(Collected data)
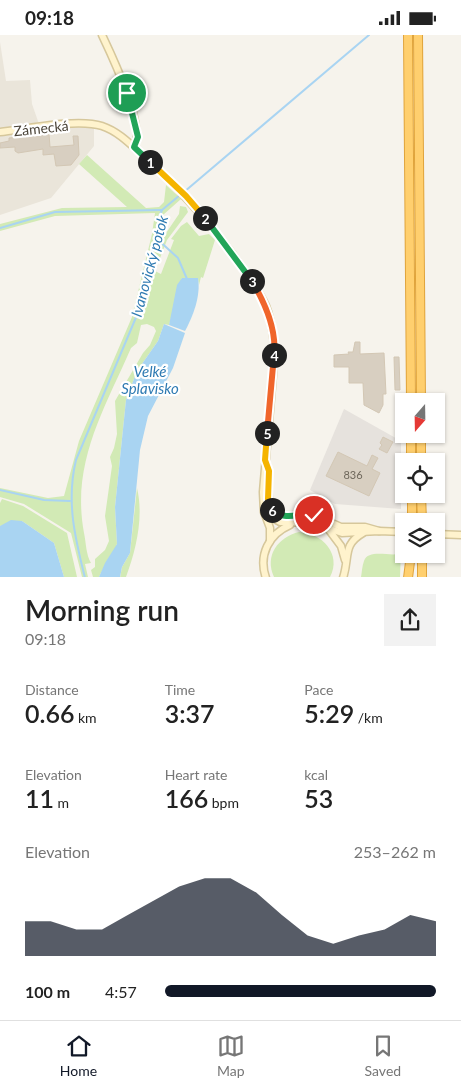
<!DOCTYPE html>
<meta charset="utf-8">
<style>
body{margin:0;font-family:Lato,sans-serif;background:#f2f2f2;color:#222;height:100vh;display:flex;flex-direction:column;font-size:19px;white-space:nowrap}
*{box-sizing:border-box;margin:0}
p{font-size:16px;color:#767676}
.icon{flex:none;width:28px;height:28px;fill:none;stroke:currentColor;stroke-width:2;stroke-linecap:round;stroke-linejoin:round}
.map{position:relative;height:542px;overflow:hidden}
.sheet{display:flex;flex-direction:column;background:#fff;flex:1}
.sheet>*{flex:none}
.needle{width:32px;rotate:200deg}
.buttons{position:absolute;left:395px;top:358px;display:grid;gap:10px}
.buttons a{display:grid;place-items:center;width:50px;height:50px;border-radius:0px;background:#fff;box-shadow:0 1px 4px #0004;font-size:25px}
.pin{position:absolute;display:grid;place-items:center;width:42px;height:42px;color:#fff;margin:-21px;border:2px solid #fff;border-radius:50%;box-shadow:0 1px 5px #0007}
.km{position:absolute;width:25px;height:25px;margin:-12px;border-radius:50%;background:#222;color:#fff;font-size:14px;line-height:25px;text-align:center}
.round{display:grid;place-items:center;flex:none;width:52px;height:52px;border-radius:0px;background:#f2f2f2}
.head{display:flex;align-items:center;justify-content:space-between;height:85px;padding:0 25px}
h1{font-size:28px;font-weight:600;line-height:38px}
.stats{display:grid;grid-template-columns:repeat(3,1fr);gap:8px;height:85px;padding:5px 25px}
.stats div{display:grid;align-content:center}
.stats b{font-size:25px;font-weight:600}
.stats small{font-size:14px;font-weight:400}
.stats p{font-size:14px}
.chart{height:140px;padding:10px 25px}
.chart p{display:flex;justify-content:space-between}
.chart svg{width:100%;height:90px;margin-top:5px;fill:#111827;opacity:.7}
ul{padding:0 25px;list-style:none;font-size:16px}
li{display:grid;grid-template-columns:80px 60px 1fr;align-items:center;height:38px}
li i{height:12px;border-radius:6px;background:#111827}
.status{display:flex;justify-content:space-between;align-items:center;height:35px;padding:0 25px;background:#fff;direction:ltr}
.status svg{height:14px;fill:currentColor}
.menu{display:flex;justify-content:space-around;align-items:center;height:70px;border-top:1px solid #e0e0e0;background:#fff;font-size:14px;color:#767676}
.menu a{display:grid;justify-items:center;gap:2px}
.menu .on{color:#111827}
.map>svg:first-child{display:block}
</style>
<div class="status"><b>09:18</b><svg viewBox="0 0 49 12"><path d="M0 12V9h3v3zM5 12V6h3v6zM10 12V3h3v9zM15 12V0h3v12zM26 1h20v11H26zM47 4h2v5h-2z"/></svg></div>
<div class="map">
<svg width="461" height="543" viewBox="0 0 461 543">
<rect width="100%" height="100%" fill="#f6f3ec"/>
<!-- residential -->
<path fill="#eae5da" d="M0,7L6,46L30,45L32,69L39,89L79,85L94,86V111L51,163L0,180Z"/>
<!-- industrial -->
<path fill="#e6e2dd" d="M344,374L401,406V474L335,469L310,455Z"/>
<!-- green -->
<g fill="#d2eab5">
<path d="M87,120L146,173L159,172L164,167L166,150L181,164L163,180L162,204L179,179L180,171L186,172L188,177L167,205L155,236L161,239L174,205L171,204L181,191L187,187L199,201L209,199L215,205L203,243L201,242L199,250L198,243H182L169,290L164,289L158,306L137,336L126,365L115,472L117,509C114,519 104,531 99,542H93L91,535L95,532V524L105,515L109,506L105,481L112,431L110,422L114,413L117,399L115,366L143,318L150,310L156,296L154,292L147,289L141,290L137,308L131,313C104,375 71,428 84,498C86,507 86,520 91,528L85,529L88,542H82L71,498L24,469L0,462V453L48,463L64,461L79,406L132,282L152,199L155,178L55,181L0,196V189L62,173L127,172L79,129Z"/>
<path d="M137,453C144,482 136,515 126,542L120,543L122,532L130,518Z"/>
<path d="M2,464L23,471L67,498L77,542H64L54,508L22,486L0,491V468Z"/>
<path d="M299,497C322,498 342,519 330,542H274C264,521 278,502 299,497Z"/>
<path d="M401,515L400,542H361C362,537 362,531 364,526C368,514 388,521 398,519Z"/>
</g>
<!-- water -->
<g fill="#a9d4f2">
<path d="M182,243H198C201,261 193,281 185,296L169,290L177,250Z"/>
<path d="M164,289L185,298L173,333L148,381L140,415L130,518L122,532L120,542H99L105,528L117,509L115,472L126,365L137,336L158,306Z"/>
<path d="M11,485L22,486L54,508L64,542H0V491Z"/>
</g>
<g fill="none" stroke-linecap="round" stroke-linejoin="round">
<!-- stream -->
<g stroke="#a9d4f2" stroke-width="2">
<path d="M184,157L369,0"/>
<path d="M0,193L55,177L162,175"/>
<path d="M156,203L178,223L187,244"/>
<path d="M0,455L44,465L70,466"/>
<path d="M85,543C75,503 66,466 76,425L137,280L156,202L159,182L162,175L180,160"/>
</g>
</g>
<!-- building -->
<g fill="#d8cfc1" stroke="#d3c7b4">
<path d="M49,99L50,112L74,110L73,101H78L79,120L71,130L56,131L54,119L43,120V114L18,118L15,116V112L0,113V108L9,106V103Z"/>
<path d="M355,307H360V319L384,318L386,359H383V370L379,378L364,370L363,348H349V332H334V320L349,319L348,317H353Z"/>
<path d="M394,322H399L400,355H395Z"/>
<path d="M383,402L393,407L387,418L379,414L382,410L380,408Z"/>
<path d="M338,417L367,431L372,420L378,423L372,434L380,438L369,461L326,441Z"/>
</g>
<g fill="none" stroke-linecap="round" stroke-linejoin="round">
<defs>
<g id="secondary">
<path d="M102,0C112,21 146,92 134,112"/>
<path d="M0,97C26,94 78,83 102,91C120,97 133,112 147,124C179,153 205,183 231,217C244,235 257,252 266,271C272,285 273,301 275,316L263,457L264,477L270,493V506"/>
<path d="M267,430L269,468L273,475L278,480L284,482L300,479L314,480L341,492H365L379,496"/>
<path d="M266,475L271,482L280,487L313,488L342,498L379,496L404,497"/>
<path d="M329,495L341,511L345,525"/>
<path d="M436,499L461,500"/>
<path d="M266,543C258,520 269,499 290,490"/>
<path d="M343,543C350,522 342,510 363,498"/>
</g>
<g id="highway">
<path d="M408,0L411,366"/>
<path d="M418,0L421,366"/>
<path d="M411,399V426"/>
<path d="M421,399V426"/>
<path d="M412,459V486"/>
<path d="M421,459L422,486"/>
<path d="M422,519V543"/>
<path d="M408,543L411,519"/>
</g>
</defs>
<!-- secondary casing -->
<use href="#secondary" stroke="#d6c79b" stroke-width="9"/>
<!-- highway casing -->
<use href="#highway" stroke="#e0a43c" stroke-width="10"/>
<!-- secondary -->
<use href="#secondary" stroke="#fff3cd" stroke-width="6"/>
<!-- highway -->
<use href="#highway" stroke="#ffcf6e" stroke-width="8"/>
</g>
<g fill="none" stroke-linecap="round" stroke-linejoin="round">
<defs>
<path id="split-1" d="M127,58L138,102L134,112L150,127"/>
<path id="split-2" d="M150,127L186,161L205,183"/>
<path id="split-3" d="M205,183L252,246"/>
<path id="split-4" d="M252,246C265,268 277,294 274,320"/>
<path id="split-5" d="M267,398L274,320"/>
<path id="split-6" d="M267,398L265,425L269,436L268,464L272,475"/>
<path id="split-7" d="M272,475C284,486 299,478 314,480"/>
</defs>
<!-- split-1 casing -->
<use href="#split-1" stroke="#fff" stroke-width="10"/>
<!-- split-2 casing -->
<use href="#split-2" stroke="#fff" stroke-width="10"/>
<!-- split-3 casing -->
<use href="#split-3" stroke="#fff" stroke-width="10"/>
<!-- split-4 casing -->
<use href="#split-4" stroke="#fff" stroke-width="10"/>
<!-- split-5 casing -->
<use href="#split-5" stroke="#fff" stroke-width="10"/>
<!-- split-6 casing -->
<use href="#split-6" stroke="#fff" stroke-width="10"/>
<!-- split-7 casing -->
<use href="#split-7" stroke="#fff" stroke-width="10"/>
<!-- split-1 -->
<use href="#split-1" stroke="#22a559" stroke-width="6"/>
<!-- split-2 -->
<use href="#split-2" stroke="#f5b400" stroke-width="6"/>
<!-- split-3 -->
<use href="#split-3" stroke="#22a559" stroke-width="6"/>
<!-- split-4 -->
<use href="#split-4" stroke="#f0652b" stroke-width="6"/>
<!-- split-5 -->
<use href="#split-5" stroke="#f0652b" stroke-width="6"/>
<!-- split-6 -->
<use href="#split-6" stroke="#f5b400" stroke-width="6"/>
<!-- split-7 -->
<use href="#split-7" stroke="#22a559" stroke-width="6"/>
</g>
<g text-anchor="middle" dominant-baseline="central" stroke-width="4.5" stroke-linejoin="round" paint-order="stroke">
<!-- number labels -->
<g font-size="11" fill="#6e675b">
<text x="353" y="439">836</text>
</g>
<!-- street labels -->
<g font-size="14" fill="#4b4439" stroke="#fff">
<text transform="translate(41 93) rotate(-6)">Zámecká</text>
</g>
<!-- water labels -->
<g font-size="15" font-style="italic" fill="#2e7ab2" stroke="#fff">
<text transform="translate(149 231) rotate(-75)">Ivanovický potok</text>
<text x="150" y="336">Velké<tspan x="150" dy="17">Splavisko</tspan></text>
</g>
</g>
</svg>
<div class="buttons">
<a><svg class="needle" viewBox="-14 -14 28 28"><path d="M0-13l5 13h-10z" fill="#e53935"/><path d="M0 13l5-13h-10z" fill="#767676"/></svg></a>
<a><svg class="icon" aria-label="locate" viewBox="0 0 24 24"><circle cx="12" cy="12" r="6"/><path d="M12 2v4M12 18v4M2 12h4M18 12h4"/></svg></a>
<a><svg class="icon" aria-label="layers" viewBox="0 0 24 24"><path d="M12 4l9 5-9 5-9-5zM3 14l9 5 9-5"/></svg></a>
</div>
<div class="pin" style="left:127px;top:58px;background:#1e9e55"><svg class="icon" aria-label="arrive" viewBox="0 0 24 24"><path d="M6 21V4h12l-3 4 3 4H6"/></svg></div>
<div class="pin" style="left:314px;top:480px;background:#d93025"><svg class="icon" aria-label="check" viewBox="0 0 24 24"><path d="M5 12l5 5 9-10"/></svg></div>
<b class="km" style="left:150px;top:127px">1</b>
<b class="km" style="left:205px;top:183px">2</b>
<b class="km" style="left:252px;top:246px">3</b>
<b class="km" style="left:274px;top:320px">4</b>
<b class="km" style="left:267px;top:398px">5</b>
<b class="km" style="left:272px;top:475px">6</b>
</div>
<section class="sheet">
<div class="head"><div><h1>Morning run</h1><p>09:18</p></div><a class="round"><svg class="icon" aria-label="share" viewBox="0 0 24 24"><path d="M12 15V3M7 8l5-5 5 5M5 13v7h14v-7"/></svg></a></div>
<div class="stats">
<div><p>Distance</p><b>0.66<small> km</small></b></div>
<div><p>Time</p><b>3:37</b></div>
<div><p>Pace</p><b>5:29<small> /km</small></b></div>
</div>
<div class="stats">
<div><p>Elevation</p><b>11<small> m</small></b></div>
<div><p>Heart rate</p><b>166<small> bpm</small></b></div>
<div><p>kcal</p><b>53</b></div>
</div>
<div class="chart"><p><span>Elevation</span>253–262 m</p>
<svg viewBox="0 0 160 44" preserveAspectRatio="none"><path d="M0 44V27L10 27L20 31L30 31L40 24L50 17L60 10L70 6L80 6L90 13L100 24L110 34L120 38L130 34L140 31L150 24L160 27V44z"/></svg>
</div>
<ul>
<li><b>100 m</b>4:57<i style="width:100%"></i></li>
</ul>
</section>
<nav class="menu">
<a class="on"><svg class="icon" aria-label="home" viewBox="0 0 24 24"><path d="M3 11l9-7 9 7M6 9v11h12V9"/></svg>Home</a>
<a><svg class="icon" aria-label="map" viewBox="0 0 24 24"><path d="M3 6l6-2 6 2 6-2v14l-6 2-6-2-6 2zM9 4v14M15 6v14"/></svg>Map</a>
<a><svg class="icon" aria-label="saved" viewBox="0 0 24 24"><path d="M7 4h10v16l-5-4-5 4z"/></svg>Saved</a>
</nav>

Your goal:
Whenever the word "shadow" shows up in a line of the entries above, copy that line.

Response:
.buttons a{display:grid;place-items:center;width:50px;height:50px;border-radius:0px;background:#fff;box-shadow:0 1px 4px #0004;font-size:25px}
.pin{position:absolute;display:grid;place-items:center;width:42px;height:42px;color:#fff;margin:-21px;border:2px solid #fff;border-radius:50%;box-shadow:0 1px 5px #0007}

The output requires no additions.